▸ **Materials provided**:
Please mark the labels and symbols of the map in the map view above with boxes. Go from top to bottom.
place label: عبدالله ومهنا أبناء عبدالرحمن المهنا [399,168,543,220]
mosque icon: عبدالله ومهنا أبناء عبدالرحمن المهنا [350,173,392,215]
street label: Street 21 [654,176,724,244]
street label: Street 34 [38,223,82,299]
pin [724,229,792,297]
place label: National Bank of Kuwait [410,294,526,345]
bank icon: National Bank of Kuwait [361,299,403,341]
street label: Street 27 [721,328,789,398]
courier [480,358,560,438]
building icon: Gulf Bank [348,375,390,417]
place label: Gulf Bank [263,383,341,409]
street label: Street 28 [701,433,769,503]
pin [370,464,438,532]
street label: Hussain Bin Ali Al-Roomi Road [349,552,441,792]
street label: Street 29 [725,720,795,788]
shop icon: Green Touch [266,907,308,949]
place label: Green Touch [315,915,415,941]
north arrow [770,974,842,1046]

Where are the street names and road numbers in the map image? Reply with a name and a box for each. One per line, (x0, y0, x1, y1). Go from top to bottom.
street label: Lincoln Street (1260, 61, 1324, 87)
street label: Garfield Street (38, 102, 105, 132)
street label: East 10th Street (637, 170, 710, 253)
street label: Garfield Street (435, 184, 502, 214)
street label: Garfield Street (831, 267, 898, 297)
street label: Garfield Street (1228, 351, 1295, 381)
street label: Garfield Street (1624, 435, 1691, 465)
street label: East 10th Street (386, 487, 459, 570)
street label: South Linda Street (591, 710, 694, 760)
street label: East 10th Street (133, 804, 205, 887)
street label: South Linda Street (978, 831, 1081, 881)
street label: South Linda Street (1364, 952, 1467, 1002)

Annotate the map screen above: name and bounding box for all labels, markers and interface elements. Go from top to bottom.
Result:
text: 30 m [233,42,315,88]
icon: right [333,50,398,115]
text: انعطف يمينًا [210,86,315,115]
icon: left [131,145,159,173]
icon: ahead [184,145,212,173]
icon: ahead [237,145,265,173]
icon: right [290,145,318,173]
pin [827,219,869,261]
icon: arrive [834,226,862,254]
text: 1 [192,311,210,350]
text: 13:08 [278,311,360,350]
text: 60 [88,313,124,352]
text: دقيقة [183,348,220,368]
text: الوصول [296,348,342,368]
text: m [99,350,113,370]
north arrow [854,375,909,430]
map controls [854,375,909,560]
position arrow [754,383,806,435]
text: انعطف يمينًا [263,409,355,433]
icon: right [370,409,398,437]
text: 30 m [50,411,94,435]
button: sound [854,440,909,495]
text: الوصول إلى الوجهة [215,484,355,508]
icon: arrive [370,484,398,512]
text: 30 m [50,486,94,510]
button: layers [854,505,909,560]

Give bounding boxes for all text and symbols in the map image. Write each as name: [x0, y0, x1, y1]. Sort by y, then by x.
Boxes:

▸ **How to complete this task**: From the entries above, select each line containing the string "bounding".

▸ **Answer for the task**:
Annotate the map screen above: name and bounding box for all labels, markers and interface elements. Go from top to bottom.
Give bounding boxes for all text and symbols in the map image. Write each as name: [x0, y0, x1, y1]. Sort by y, then by x.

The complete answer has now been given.